## To do
Each line of the entries below that holds "stream" is needed, copied in full.

[Collected data]
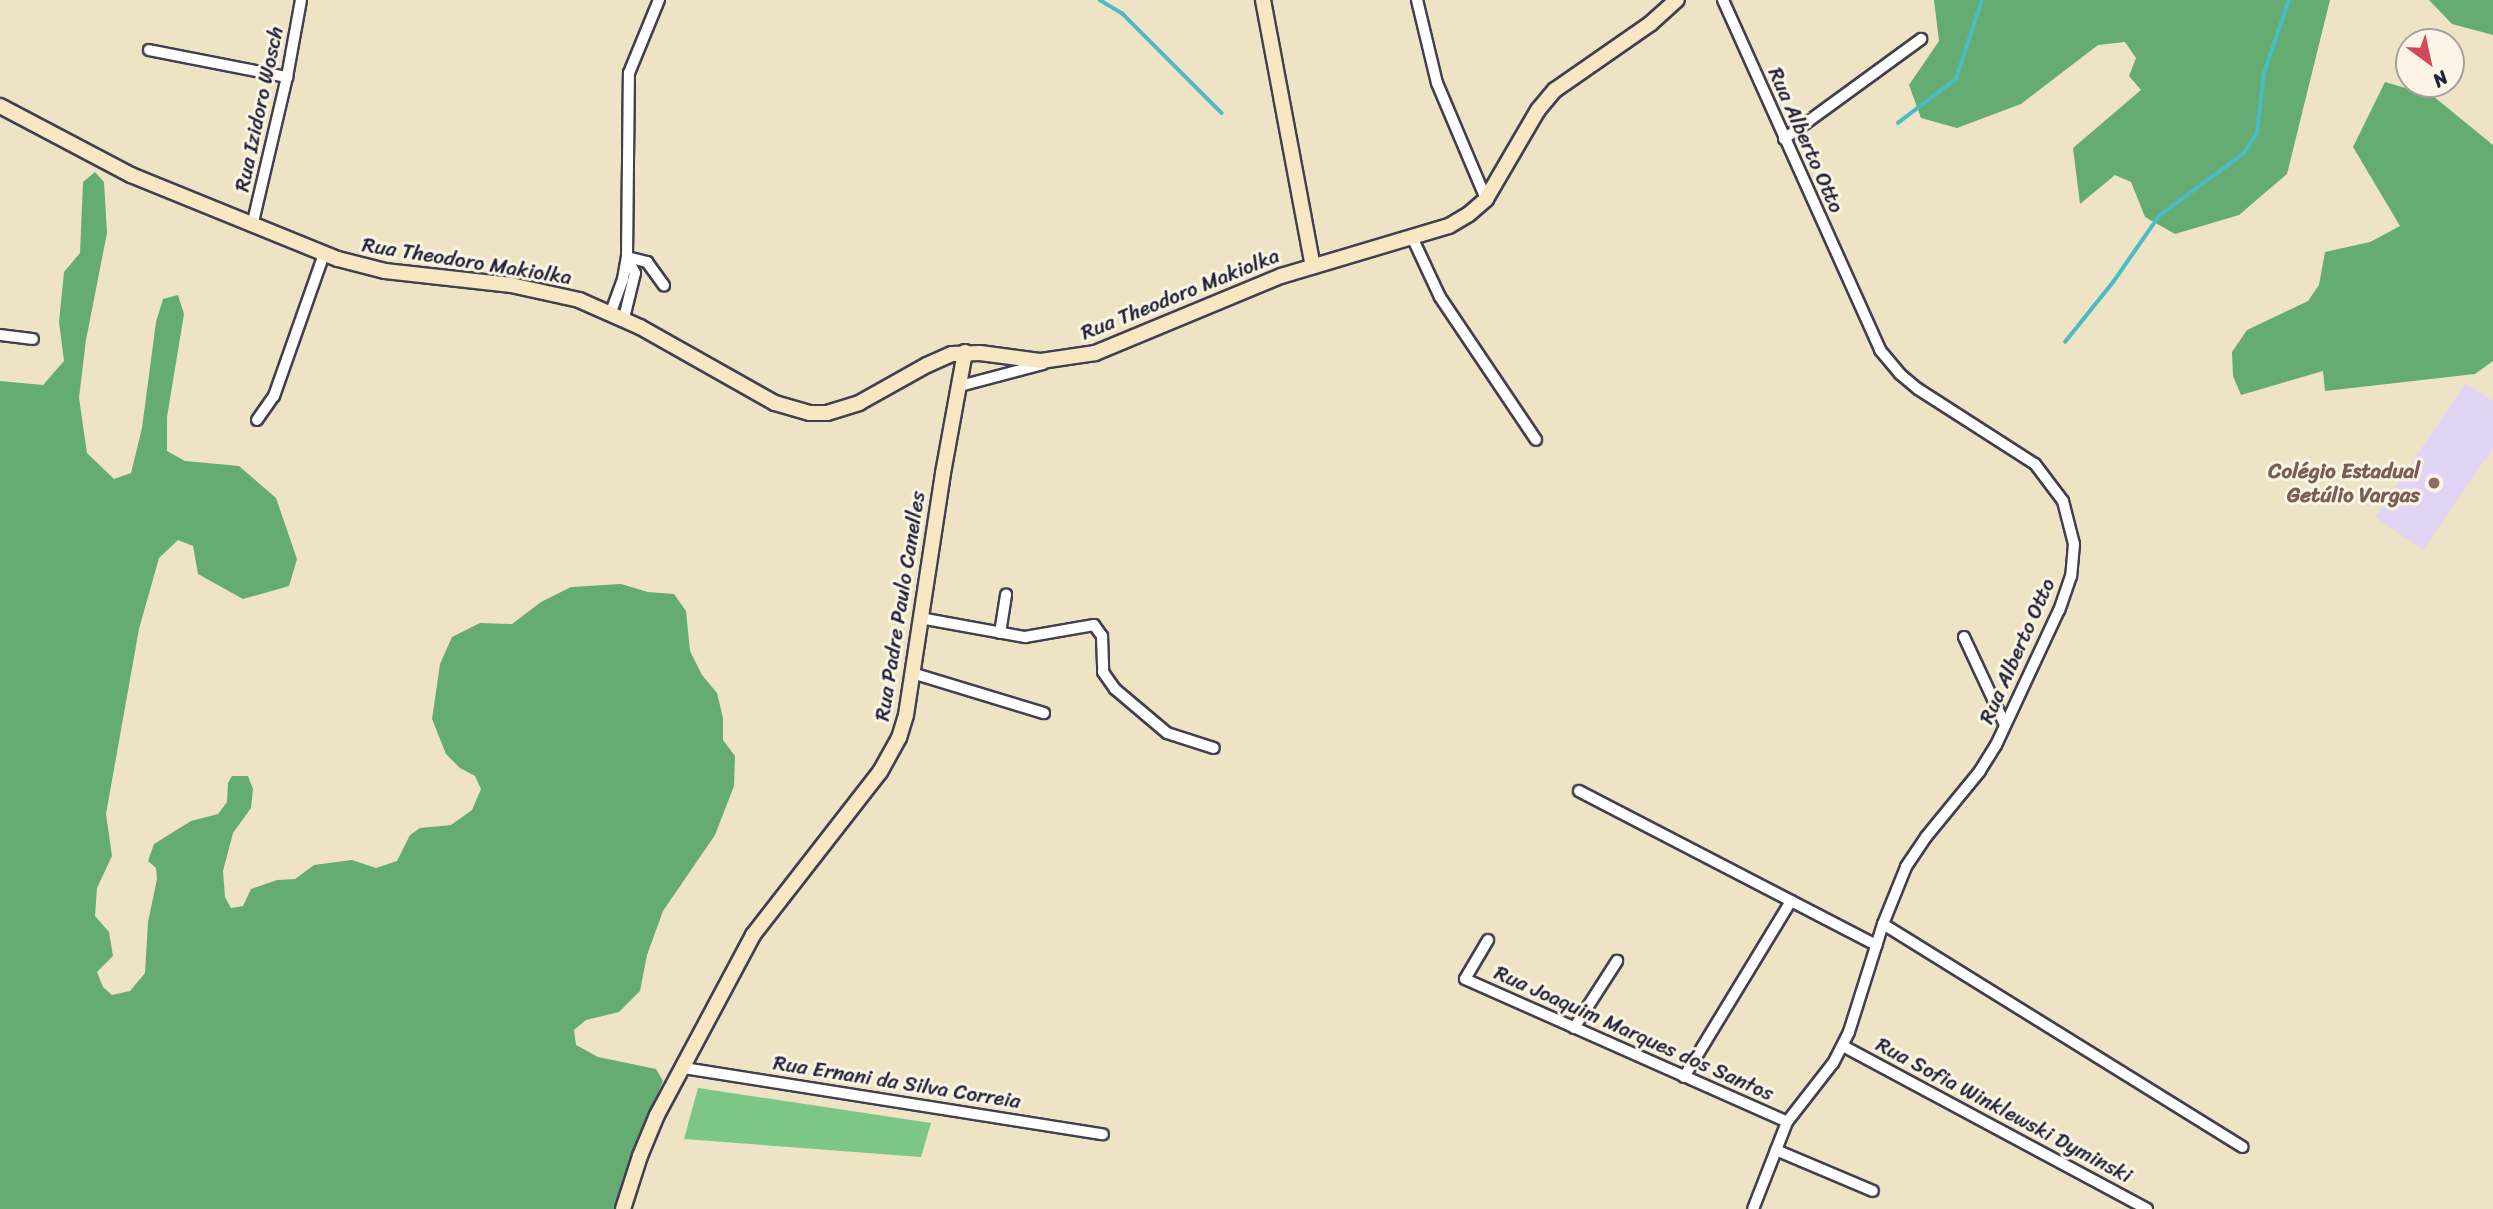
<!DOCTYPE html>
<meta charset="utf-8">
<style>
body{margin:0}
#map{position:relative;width:2493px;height:1209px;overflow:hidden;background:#eee3c4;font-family:Sriracha,sans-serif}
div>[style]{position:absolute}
.built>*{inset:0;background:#e1d4f4}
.green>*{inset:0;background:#7cc785}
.forest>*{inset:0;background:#65ac72}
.stream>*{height:3.5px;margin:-1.75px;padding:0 1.75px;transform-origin:1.75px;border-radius:1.75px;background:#4dbbc3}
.roads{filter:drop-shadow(2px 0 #413f50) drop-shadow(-2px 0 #413f50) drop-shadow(0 2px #413f50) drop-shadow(0 -2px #413f50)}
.street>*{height:10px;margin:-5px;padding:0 5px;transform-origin:5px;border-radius:5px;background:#fff}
.secondary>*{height:14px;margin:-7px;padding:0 7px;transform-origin:7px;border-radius:7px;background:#f7e8c3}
.dots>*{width:19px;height:19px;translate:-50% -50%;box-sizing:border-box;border:4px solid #fcf5e5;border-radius:50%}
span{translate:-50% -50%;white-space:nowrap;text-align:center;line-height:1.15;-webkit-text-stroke:6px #fcf5e5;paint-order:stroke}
.street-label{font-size:21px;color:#22223b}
.education-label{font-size:21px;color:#785e54;font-weight:700}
.right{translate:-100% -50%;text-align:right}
.north{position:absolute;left:2395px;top:28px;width:70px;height:70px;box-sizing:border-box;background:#fcf5e5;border:2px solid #a5a1a1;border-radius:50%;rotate:147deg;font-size:19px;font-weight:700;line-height:28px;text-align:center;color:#22223b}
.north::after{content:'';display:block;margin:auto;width:24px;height:32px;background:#d1495b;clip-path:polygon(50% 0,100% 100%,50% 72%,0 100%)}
</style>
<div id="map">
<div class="built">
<i style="clip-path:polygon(2466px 383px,2493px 401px,2493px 448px,2423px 550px,2375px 517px)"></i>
</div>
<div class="green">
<i style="clip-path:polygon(698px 1088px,931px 1123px,921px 1157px,684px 1139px)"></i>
</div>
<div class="forest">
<i style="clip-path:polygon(1934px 0,2330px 0,2287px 174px,2239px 215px,2175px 234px,2145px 217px,2131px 182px,2115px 175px,2080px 204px,2073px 148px,2141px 90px,2129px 76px,2136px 58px,2125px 42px,2098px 45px,2021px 104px,1957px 128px,1921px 118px,1909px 85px,1939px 41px)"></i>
<i style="clip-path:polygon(2429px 0,2493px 0,2493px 35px,2452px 24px)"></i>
<i style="clip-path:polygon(2385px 82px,2433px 96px,2493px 145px,2493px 361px,2475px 374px,2325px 391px,2323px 371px,2241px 395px,2233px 376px,2232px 352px,2247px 330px,2308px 301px,2319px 285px,2325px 252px,2370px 242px,2400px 226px,2353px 147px)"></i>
<i style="clip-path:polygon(95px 172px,104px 182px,107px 233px,86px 340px,79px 398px,87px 453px,114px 479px,131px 473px,142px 428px,156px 322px,163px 299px,178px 295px,184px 314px,167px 417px,167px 451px,185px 461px,239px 466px,276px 498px,297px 559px,289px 586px,243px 599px,198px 574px,193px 546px,178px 540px,159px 558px,139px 629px,106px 814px,112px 856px,97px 888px,95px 916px,109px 932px,113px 956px,97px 972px,103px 987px,112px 995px,130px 991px,145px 973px,148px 922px,157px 879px,156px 868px,148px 861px,154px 844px,191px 821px,218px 814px,227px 802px,228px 783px,232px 776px,248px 776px,253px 789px,251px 808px,233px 833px,223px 871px,225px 897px,231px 908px,243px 906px,251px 889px,277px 880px,295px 879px,314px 865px,352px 860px,376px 868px,397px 861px,410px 835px,420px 828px,451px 825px,472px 810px,481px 789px,475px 776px,460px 768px,446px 754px,432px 719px,440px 664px,452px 637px,480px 623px,512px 624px,541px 602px,571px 587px,621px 584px,648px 592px,674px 594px,686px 611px,690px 651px,702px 675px,717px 693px,723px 718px,723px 740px,735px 756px,734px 786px,715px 835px,663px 911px,647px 955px,640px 991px,619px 1012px,586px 1020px,574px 1030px,576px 1045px,598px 1057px,656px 1069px,663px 1081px,631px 1158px,618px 1209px,0 1209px,0 381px,43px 385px,64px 361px,59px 322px,64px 272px,80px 253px,83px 182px)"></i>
</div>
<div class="stream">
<i style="left:1100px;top:0;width:26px;rotate:31deg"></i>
<i style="left:1122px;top:13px;width:141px;rotate:45deg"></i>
<i style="left:1898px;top:123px;width:73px;rotate:-37.2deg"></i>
<i style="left:1956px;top:79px;width:83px;rotate:-71.8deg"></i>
<i style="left:2065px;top:342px;width:78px;rotate:-51.2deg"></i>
<i style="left:2114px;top:281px;width:79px;rotate:-55.3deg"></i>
<i style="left:2159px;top:216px;width:106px;rotate:-36.5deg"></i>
<i style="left:2244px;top:153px;width:24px;rotate:-57deg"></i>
<i style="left:2257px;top:133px;width:60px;rotate:-83.3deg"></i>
<i style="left:2264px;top:73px;width:77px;rotate:-71.1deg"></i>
</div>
<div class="roads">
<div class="street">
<i style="left:1417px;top:0;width:85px;rotate:76.5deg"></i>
<i style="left:1437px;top:83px;width:126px;rotate:67.1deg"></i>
<i style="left:1723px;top:0;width:384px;rotate:65.8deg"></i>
<i style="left:1880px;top:350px;width:31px;rotate:50deg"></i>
<i style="left:1900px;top:374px;width:23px;rotate:40deg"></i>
<i style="left:1918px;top:389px;width:139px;rotate:32.7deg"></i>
<i style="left:2035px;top:464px;width:46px;rotate:52.9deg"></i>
<i style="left:2063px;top:501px;width:44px;rotate:75.7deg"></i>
<i style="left:2074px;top:544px;width:32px;rotate:95deg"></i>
<i style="left:2071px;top:576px;width:36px;rotate:109deg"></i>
<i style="left:2059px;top:610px;width:149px;rotate:115deg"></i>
<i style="left:1996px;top:745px;width:31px;rotate:122deg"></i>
<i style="left:1980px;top:771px;width:85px;rotate:129.3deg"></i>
<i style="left:1926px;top:837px;width:36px;rotate:124deg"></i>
<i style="left:1906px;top:867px;width:61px;rotate:112deg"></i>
<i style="left:1883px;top:924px;width:113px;rotate:107.5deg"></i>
<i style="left:1849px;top:1032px;width:35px;rotate:117deg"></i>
<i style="left:1833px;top:1063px;width:75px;rotate:127.9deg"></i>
<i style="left:1787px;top:1122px;width:93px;rotate:111.3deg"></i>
<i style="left:149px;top:50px;width:141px;rotate:11.1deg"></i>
<i style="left:1784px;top:139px;width:170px;rotate:-36.1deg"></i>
<i style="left:252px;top:226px;width:153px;rotate:-76.8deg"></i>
<i style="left:287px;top:77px;width:78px;rotate:-79.7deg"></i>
<i style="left:1412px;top:237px;width:66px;rotate:65deg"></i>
<i style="left:1440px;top:297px;width:172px;rotate:56.1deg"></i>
<i style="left:627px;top:257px;width:21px;rotate:14deg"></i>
<i style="left:647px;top:262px;width:29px;rotate:54deg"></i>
<i style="left:611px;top:312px;width:35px;rotate:-70deg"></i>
<i style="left:623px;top:279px;width:22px;rotate:-80deg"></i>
<i style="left:627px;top:257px;width:184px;rotate:-89.4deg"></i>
<i style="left:629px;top:73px;width:79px;rotate:-67.7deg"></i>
<i style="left:624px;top:318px;width:46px;rotate:-76.3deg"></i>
<i style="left:635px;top:273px;width:17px;rotate:-118deg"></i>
<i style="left:0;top:335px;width:33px;rotate:7deg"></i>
<i style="left:960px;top:386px;width:86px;rotate:-14.8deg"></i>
<i style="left:257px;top:420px;width:29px;rotate:-55deg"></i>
<i style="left:274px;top:396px;width:151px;rotate:-70.6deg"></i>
<i style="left:920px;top:618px;width:107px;rotate:10.3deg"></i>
<i style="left:1025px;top:637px;width:70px;rotate:-9.9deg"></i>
<i style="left:1094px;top:625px;width:14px;rotate:54deg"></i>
<i style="left:1102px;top:636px;width:36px;rotate:88deg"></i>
<i style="left:1103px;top:672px;width:21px;rotate:55deg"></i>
<i style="left:1115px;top:689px;width:68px;rotate:40.2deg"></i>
<i style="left:1167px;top:733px;width:49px;rotate:17.7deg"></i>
<i style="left:1000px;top:633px;width:39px;rotate:-81deg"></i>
<i style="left:1964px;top:637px;width:97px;rotate:65deg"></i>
<i style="left:912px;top:673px;width:138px;rotate:16.9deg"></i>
<i style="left:1579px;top:791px;width:335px;rotate:27.4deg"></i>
<i style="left:1883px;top:924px;width:423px;rotate:31.8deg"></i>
<i style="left:1488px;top:940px;width:45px;rotate:120.5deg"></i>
<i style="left:1465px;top:979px;width:352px;rotate:23.9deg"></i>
<i style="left:1574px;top:1028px;width:80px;rotate:-57.3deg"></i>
<i style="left:1843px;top:1046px;width:345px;rotate:28.2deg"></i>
<i style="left:684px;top:1068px;width:424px;rotate:9deg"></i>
<i style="left:1684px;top:1077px;width:206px;rotate:-58.7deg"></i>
<i style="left:1776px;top:1150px;width:105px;rotate:22.9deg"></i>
</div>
<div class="secondary">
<i style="left:1263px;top:0;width:271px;rotate:79.4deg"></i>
<i style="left:0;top:106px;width:148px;rotate:27.8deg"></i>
<i style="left:131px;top:175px;width:223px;rotate:22.1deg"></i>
<i style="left:338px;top:259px;width:49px;rotate:14.3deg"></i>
<i style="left:385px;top:271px;width:127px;rotate:6.3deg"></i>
<i style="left:511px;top:285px;width:70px;rotate:12.4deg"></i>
<i style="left:579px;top:300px;width:67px;rotate:23.9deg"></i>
<i style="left:640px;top:327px;width:155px;rotate:29.4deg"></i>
<i style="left:775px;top:403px;width:36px;rotate:16deg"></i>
<i style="left:810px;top:413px;width:17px"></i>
<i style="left:827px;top:413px;width:34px;rotate:-17deg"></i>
<i style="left:859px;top:403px;width:78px;rotate:-29.2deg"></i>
<i style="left:927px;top:365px;width:27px;rotate:-24deg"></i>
<i style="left:952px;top:354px;width:28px;rotate:-2deg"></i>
<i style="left:980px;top:353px;width:62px;rotate:7.5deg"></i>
<i style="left:1041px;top:361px;width:55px;rotate:-8.4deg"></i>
<i style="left:1095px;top:353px;width:201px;rotate:-22.5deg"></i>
<i style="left:1281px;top:276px;width:175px;rotate:-16.6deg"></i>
<i style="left:1449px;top:226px;width:23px;rotate:-31deg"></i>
<i style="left:1469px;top:214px;width:23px;rotate:-41deg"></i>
<i style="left:1486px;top:199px;width:103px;rotate:-59.7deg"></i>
<i style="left:1538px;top:110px;width:26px;rotate:-50deg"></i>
<i style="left:1555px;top:90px;width:116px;rotate:-34.8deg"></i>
<i style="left:1650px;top:24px;width:36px;rotate:-42deg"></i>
<i style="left:623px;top:1209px;width:56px;rotate:-72.2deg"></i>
<i style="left:640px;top:1156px;width:44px;rotate:-67.5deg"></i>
<i style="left:657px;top:1115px;width:204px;rotate:-61.9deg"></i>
<i style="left:753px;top:935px;width:207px;rotate:-52.1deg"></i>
<i style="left:880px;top:772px;width:39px;rotate:-61deg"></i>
<i style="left:899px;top:738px;width:24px;rotate:-73deg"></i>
<i style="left:906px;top:715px;width:245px;rotate:-81.3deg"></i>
<i style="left:943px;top:473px;width:123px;rotate:-79.7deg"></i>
</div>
</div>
<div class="dots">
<i style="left:2434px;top:483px;background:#8d6e63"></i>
</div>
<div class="street-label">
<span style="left:259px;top:109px;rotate:-78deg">Rua Izidoro Wosch</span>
<span style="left:1806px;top:140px;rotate:66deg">Rua Alberto Otto</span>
<span style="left:467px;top:261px;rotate:9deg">Rua Theodoro Makiolka</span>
<span style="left:1180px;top:294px;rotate:-22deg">Rua Theodoro Makiolka</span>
<span style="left:900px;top:606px;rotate:-81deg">Rua Padre Paulo Canelles</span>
<span style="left:2017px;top:651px;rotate:-66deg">Rua Alberto Otto</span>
<span style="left:1634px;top:1033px;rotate:24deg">Rua Joaquim Marques dos Santos</span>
<span style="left:897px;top:1082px;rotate:9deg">Rua Ernani da Silva Correia</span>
<span style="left:2004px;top:1110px;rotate:28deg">Rua Sofia Winklewski Dyminski</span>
</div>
<div class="education-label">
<span class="right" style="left:2420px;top:483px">Colégio Estadual<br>Getúlio Vargas</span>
</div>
<div class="north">N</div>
</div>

## Result of the exercise
.stream>*{height:3.5px;margin:-1.75px;padding:0 1.75px;transform-origin:1.75px;border-radius:1.75px;background:#4dbbc3}
<div class="stream">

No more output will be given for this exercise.